PROMPT =>
Print word for word the first line of the records below and every following line through the one containing "position:absolute; left:21px; top:21px;"; print nothing else.

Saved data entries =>
Segment Open

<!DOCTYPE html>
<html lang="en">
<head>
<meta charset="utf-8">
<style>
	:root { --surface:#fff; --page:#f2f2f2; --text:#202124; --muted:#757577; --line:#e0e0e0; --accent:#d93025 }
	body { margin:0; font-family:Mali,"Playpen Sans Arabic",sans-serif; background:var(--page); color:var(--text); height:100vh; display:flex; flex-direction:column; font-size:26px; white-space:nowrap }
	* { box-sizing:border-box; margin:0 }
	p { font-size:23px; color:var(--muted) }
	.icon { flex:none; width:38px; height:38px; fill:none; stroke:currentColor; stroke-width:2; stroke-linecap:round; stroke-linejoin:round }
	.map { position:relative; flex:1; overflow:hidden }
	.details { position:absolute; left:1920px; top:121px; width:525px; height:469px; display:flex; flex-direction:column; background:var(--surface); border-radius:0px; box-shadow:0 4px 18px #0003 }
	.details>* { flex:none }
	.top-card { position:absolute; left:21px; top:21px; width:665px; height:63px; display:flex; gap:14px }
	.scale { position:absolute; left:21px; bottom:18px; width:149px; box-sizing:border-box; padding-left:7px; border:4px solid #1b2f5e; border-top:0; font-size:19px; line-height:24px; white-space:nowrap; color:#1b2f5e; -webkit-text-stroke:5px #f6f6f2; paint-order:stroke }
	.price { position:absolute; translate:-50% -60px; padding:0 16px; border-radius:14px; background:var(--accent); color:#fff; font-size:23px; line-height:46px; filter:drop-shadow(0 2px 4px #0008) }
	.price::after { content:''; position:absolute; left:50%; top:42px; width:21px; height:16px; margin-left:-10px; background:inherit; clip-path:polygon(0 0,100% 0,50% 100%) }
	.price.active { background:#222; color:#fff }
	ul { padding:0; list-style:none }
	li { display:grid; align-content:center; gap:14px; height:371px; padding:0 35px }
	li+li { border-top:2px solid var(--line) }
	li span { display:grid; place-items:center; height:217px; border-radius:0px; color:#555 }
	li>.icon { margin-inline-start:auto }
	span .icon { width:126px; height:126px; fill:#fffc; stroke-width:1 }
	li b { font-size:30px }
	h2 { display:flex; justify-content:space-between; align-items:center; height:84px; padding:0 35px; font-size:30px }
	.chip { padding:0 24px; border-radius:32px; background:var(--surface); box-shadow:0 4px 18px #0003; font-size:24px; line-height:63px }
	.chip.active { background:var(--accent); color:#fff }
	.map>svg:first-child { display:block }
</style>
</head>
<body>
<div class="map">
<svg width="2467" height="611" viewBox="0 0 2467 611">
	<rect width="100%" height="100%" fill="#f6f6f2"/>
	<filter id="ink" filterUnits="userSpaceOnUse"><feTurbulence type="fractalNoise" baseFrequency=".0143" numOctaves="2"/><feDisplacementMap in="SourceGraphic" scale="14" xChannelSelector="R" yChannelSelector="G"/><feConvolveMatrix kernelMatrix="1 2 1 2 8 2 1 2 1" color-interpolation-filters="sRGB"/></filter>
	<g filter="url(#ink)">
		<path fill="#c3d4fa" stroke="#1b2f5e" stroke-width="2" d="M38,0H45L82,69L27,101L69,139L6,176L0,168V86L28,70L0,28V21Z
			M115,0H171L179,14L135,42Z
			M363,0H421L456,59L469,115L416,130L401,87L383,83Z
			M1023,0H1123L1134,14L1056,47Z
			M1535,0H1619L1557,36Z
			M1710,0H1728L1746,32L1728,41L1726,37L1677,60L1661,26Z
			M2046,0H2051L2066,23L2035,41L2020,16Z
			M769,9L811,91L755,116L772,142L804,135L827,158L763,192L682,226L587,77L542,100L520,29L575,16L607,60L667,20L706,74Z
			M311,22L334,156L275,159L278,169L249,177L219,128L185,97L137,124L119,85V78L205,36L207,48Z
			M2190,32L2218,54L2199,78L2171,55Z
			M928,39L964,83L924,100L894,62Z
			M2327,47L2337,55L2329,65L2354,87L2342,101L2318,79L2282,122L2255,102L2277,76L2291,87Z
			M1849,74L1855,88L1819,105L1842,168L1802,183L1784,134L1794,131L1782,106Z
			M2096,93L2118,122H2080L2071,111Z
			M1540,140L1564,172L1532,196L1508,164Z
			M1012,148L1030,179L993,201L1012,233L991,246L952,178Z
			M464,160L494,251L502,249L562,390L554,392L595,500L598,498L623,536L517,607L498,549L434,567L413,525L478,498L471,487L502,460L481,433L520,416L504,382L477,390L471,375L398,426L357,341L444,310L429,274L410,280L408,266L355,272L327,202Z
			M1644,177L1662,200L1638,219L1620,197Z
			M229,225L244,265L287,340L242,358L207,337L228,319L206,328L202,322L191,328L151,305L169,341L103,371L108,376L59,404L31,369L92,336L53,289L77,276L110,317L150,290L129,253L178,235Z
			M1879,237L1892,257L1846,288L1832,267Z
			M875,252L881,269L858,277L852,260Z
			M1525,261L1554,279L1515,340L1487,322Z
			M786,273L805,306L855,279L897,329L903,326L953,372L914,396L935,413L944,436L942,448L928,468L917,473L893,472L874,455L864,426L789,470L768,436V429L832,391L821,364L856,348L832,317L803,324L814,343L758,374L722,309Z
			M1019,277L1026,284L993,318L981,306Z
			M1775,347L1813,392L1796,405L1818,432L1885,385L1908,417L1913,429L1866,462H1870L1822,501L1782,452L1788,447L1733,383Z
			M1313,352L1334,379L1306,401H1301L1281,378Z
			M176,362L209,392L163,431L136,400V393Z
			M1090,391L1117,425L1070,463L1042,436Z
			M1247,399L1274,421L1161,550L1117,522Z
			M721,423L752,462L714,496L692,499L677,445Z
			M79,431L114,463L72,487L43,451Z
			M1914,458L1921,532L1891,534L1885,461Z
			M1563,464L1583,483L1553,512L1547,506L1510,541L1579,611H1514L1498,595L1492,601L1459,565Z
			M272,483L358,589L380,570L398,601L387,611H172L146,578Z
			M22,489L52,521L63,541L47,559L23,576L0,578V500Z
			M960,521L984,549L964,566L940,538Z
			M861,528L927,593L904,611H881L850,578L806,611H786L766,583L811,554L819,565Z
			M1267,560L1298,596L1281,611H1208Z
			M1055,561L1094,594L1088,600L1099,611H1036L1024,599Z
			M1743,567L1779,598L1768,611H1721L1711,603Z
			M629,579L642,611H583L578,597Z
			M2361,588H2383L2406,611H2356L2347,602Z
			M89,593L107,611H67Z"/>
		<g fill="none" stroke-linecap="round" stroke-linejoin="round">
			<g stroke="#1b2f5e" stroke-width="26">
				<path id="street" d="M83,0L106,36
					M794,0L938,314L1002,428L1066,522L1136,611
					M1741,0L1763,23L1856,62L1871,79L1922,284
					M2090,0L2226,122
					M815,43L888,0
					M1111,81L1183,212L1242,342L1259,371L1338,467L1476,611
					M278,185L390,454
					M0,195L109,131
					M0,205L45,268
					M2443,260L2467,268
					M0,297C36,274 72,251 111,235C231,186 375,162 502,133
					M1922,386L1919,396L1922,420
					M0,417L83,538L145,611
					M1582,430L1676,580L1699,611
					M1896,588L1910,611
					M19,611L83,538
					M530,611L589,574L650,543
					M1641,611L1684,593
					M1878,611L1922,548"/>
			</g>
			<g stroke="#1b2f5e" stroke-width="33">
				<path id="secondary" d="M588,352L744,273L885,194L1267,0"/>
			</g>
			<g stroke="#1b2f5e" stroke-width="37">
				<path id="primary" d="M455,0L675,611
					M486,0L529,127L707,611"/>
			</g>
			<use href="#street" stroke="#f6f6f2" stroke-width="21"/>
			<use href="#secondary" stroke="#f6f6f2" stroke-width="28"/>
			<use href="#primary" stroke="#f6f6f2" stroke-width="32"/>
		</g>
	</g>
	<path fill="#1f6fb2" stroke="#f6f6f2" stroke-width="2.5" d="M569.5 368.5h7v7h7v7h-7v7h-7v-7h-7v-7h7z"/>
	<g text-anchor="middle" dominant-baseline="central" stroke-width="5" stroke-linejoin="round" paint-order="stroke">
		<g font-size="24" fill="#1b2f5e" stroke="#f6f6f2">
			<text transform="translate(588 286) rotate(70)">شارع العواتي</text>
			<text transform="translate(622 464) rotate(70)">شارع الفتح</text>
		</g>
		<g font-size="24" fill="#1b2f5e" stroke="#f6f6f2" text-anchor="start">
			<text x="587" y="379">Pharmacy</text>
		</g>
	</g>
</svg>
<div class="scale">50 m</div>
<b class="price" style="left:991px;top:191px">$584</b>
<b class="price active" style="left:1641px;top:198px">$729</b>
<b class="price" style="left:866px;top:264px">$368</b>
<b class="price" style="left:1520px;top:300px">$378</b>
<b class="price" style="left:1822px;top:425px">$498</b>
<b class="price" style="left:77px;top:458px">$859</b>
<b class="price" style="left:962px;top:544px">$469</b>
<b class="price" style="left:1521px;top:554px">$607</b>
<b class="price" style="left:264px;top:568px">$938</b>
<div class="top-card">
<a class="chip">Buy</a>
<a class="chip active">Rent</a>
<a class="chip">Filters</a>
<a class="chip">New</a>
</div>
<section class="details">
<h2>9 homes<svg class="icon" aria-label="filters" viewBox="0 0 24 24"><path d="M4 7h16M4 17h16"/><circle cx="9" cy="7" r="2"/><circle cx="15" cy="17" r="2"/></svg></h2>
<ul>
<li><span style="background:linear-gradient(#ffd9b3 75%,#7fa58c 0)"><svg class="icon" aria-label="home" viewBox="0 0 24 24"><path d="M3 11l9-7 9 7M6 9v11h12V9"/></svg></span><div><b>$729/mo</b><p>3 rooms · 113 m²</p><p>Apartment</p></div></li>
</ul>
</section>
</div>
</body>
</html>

Segment Closed

SOLUTION TO THE PROBLEM =>
<!DOCTYPE html>
<html lang="en">
<head>
<meta charset="utf-8">
<style>
	:root { --surface:#fff; --page:#f2f2f2; --text:#202124; --muted:#757577; --line:#e0e0e0; --accent:#d93025 }
	body { margin:0; font-family:Mali,"Playpen Sans Arabic",sans-serif; background:var(--page); color:var(--text); height:100vh; display:flex; flex-direction:column; font-size:26px; white-space:nowrap }
	* { box-sizing:border-box; margin:0 }
	p { font-size:23px; color:var(--muted) }
	.icon { flex:none; width:38px; height:38px; fill:none; stroke:currentColor; stroke-width:2; stroke-linecap:round; stroke-linejoin:round }
	.map { position:relative; flex:1; overflow:hidden }
	.details { position:absolute; left:1920px; top:121px; width:525px; height:469px; display:flex; flex-direction:column; background:var(--surface); border-radius:0px; box-shadow:0 4px 18px #0003 }
	.details>* { flex:none }
	.top-card { position:absolute; left:21px; top:21px; width:665px; height:63px; display:flex; gap:14px }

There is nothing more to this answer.